Later, in the autumn of 2011, he came to the Woodberry Poetry Room for a reading. All the gates surrounding Harvard Yard were locked down per the administration's response to the Occupy Harvard tent encampment. Instructions for how to get past the locked gates were emailed. I wrote the organizers, 'Look forward to seeing Mr. Joris again after the poetry checkpoint.' They wrote back that surreal as the situation proved to be, Pierre would be able to remark on his own experiences with the Paris barricades in 1968.

Purgatorio, Canto 7 by Salvador Dalí, 1960-64. Illustration of Dante and the medieval poet Sordello, who draws a line on the ground past which he cannot travel after sunset. Source: University of Illinois.

In what city do you most easily shed your invisible social armor?

I first read 'invincible' in which case no shedding would be required or advisable. Now, if it is 'invisible,' then the question becomes: invisible for whom, for me or for the social entities (socialites as in social-lite-s?). I’m only half-kidding—the question puzzles me somewhat. And I don’t know if or how it relates to cities. At first I was going to write 'in Lyonnesse' the great magical imaginary city of Arthurian legend, but in truth it is the city that has always been my favorite one—maybe because it allows that shedding—and that is New York.

How do you celebrate or encounter your own birthday every year?

With growing disillusionment. Only kidding. I always loved being in Paris on that day, as the whole town throws a huge party, has planes flying over, huge fireworks, parades, dancing in the streets, etc. Telling barmen and the assembled customers that it’s wonderful that their country throws such a marvelous party for my birthday every 14 July usually gets me more free drinks than I want or need. And having a birthday that rhymes with the day of liberation of a nasty prison, the Bastille, that held among others one great writer—the Marquis de Sade—can only induce a pleasant phantasmic sense of revolutionary inevitability. Now that I don’t drink anymore, I think I’ll just sweat it out in New York.

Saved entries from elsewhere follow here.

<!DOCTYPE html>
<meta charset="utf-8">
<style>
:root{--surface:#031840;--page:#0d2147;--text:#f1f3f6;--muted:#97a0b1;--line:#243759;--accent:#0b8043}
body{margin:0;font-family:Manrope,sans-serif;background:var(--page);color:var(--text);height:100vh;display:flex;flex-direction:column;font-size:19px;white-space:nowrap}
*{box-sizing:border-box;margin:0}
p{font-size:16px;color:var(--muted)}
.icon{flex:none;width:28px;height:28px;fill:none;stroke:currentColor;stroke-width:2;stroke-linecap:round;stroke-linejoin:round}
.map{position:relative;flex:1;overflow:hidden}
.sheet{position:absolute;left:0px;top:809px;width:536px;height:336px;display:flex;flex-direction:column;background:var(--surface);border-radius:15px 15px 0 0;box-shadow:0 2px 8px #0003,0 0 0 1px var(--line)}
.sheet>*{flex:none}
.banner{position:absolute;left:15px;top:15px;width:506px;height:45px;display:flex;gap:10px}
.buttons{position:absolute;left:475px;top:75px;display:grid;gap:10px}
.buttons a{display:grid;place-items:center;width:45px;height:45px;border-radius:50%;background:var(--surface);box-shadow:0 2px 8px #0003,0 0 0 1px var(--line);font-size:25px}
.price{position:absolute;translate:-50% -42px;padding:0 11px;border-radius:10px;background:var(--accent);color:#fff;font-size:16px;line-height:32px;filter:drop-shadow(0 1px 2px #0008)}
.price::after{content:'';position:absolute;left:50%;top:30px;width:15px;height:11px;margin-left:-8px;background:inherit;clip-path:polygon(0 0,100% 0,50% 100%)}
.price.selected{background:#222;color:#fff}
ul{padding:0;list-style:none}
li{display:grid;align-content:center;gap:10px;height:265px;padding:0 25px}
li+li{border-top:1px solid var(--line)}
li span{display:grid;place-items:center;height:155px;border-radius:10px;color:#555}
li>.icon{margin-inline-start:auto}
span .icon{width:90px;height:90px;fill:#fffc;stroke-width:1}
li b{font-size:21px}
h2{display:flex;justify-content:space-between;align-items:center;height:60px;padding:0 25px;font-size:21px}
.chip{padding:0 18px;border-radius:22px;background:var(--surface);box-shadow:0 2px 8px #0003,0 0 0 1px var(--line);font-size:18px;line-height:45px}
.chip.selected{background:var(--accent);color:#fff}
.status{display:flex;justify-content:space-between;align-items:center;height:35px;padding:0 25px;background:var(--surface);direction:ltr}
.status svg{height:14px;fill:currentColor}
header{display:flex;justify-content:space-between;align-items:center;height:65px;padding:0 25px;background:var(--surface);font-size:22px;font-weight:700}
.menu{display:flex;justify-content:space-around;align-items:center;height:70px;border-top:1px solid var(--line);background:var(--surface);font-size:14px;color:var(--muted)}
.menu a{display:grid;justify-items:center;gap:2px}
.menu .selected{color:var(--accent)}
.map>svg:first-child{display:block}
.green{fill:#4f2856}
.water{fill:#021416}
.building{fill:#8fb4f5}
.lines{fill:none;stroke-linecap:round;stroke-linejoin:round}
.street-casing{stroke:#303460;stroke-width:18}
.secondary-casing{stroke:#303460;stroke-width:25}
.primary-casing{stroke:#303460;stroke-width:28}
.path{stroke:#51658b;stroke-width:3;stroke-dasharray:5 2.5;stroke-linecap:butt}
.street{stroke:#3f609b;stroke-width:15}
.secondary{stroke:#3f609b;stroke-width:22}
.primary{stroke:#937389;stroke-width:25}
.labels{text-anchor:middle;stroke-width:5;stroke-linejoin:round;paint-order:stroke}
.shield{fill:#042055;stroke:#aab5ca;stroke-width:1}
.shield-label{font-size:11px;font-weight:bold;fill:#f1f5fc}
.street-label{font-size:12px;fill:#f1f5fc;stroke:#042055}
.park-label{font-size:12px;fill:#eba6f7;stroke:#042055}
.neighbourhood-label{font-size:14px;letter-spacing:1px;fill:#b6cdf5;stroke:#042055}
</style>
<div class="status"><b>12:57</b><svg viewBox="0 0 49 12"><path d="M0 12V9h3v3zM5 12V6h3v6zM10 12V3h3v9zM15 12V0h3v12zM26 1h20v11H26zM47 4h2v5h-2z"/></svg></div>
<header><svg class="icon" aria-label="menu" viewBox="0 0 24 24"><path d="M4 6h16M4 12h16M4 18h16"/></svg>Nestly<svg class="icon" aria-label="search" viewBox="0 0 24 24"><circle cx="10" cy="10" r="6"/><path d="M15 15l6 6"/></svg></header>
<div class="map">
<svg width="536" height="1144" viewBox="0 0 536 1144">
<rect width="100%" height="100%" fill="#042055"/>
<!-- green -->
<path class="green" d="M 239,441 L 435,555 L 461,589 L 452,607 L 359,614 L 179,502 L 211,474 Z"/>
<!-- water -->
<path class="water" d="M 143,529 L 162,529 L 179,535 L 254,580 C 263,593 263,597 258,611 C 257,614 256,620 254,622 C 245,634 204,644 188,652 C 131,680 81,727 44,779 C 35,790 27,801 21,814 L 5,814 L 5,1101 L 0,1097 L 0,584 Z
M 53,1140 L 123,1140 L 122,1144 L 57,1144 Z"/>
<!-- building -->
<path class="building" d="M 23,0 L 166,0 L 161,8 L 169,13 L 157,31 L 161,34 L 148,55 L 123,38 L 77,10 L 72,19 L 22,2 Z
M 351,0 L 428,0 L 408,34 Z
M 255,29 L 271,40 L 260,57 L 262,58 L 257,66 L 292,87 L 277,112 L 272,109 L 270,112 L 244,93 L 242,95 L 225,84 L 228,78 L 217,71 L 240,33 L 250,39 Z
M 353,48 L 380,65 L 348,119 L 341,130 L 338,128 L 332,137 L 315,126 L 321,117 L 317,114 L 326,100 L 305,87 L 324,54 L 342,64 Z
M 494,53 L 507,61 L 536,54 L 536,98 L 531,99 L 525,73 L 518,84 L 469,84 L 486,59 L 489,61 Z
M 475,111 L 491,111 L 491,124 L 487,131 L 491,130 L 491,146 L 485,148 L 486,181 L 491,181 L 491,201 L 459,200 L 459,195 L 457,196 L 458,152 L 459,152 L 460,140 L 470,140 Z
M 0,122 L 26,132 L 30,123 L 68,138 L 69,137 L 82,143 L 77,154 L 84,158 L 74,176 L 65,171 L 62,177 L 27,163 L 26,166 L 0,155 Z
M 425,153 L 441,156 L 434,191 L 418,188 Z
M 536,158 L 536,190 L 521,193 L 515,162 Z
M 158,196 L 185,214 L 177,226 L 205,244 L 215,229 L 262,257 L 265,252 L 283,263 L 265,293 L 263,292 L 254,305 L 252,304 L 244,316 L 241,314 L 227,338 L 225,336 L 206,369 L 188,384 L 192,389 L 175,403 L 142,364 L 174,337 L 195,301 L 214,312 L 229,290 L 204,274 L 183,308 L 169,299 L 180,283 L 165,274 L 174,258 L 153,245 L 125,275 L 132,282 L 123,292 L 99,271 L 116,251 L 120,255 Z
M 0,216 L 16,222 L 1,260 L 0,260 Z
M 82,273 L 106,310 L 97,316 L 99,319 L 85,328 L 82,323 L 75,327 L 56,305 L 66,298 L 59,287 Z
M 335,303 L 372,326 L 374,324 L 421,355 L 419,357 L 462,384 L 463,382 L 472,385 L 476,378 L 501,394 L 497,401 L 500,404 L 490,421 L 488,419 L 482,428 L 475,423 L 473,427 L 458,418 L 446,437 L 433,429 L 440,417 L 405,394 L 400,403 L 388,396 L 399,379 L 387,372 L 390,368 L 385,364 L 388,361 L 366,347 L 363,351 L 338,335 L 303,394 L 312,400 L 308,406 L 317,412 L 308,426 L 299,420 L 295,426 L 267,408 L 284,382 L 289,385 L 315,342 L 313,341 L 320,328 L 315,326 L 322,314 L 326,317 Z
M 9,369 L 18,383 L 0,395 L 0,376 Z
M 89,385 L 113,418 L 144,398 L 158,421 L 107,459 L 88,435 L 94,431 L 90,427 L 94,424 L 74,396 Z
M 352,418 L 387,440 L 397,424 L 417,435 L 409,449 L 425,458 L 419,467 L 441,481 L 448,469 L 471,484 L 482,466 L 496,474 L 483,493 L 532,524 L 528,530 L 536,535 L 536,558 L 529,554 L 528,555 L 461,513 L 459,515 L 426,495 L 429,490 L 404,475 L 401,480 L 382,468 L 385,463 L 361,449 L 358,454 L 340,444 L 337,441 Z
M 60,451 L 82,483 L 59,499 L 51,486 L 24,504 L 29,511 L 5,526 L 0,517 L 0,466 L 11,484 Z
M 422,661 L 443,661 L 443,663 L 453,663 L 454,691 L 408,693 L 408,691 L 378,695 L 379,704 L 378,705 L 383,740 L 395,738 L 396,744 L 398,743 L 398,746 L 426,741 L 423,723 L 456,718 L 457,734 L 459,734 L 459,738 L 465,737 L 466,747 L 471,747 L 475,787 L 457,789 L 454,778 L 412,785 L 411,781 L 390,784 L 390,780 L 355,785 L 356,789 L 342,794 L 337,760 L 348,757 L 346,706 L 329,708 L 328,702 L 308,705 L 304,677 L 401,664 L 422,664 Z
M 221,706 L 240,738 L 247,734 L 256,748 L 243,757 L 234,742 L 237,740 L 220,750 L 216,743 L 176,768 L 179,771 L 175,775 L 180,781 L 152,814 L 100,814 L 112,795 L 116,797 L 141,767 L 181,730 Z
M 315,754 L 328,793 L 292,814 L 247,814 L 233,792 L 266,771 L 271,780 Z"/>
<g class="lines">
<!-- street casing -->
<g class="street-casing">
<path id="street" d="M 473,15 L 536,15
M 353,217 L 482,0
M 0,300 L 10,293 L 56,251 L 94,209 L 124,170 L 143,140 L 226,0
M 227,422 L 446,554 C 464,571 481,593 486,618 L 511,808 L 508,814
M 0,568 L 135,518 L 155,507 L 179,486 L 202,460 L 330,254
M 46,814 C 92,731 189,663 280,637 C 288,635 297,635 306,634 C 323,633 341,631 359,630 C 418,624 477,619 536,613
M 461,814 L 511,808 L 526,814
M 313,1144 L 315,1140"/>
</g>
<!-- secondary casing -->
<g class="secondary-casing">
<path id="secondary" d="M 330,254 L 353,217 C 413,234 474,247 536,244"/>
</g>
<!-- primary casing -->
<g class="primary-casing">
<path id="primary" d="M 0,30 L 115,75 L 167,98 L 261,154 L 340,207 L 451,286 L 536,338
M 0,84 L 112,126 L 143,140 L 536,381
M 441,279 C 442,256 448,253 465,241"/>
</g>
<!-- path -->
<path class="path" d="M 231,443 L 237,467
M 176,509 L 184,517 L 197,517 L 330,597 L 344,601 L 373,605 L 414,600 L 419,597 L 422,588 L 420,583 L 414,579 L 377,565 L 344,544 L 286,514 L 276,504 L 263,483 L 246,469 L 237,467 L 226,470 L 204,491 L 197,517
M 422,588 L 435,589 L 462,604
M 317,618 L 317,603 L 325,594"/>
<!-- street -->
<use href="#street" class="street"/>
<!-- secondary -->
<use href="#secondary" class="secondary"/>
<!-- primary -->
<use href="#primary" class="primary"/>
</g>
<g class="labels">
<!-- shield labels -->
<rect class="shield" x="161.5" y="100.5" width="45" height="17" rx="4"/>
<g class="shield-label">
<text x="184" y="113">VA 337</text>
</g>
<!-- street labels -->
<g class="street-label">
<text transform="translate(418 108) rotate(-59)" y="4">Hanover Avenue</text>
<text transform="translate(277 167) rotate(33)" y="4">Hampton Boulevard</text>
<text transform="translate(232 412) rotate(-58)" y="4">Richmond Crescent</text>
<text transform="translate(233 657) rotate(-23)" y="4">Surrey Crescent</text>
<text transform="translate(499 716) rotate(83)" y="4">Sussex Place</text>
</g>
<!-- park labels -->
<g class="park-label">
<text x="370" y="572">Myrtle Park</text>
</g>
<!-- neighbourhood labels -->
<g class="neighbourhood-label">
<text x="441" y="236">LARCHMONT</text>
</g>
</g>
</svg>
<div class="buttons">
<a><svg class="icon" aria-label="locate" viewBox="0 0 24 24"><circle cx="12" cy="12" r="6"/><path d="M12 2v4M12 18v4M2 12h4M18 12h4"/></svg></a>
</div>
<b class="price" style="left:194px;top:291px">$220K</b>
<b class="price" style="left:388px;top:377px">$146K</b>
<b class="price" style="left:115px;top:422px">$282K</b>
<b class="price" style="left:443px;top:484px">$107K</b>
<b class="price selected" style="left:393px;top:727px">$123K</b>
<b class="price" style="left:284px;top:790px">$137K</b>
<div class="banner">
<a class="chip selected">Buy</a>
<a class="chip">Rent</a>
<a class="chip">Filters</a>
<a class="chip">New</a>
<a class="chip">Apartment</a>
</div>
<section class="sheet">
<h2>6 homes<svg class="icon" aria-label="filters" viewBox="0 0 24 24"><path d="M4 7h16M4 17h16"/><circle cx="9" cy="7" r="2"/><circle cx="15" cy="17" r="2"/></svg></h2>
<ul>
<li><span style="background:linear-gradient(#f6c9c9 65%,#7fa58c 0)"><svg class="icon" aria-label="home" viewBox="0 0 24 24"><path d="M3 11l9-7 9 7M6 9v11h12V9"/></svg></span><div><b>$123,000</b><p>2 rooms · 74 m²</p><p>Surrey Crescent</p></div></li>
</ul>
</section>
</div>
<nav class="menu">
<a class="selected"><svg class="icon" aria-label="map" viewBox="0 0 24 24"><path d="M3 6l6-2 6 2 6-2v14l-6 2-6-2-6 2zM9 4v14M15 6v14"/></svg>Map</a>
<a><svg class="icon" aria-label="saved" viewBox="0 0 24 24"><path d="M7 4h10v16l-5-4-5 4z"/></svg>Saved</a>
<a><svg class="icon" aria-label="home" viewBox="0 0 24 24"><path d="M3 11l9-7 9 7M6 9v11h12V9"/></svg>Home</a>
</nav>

What do you make of the fact that in many linguistic traditions—including Arabic (crazy, majnoon ?????)—madness or mania is inflected with a history of the beloved?

Neat trope, nasty reality.

How important is courage or bravery?

No idea, really—it’s not the kind of question I’d ask myself. But come to think of it, as two naked nouns they can 'be' anything: important, unimportant, lethal, life-saving, dumb, dumber, or, like my son likes to say, 'whatever.' And that’s the problem with being, with the verb to be, as an equal sign. This 'is' that. Courage is whatever. I’m more interested in becoming, and maybe the concept of becoming courageous would be more useful, given that it would have to be set in a process and that process would have a context, & that event in situ could lead to an ethical judgment as to the importance of lack thereof of courage?

If Dante gave you a residency in Cocytus, the most brutal circle of hell, but allowed you a single work companion, which living or dead poet would you choose to take with you?

Dante himself, of course—he knows the lay of the land like no one else given that he made it up in the first place, plus he’d be the perfect guide to all the denizens on whom he seems to have all the dope.  It may be the most brutal circle, but I have a sense that the center is quiet for a visitor: Satan’s smack in the middle and caught in ice up to his waist, so he can’t chase you & his three mouths are busy chewing on bad guys anyway. However, the funnest part of the residency will no doubt be the exit: using Satan’s back as a body slide through the center of the earth & onward to Purgatory, i.e. back home to earth.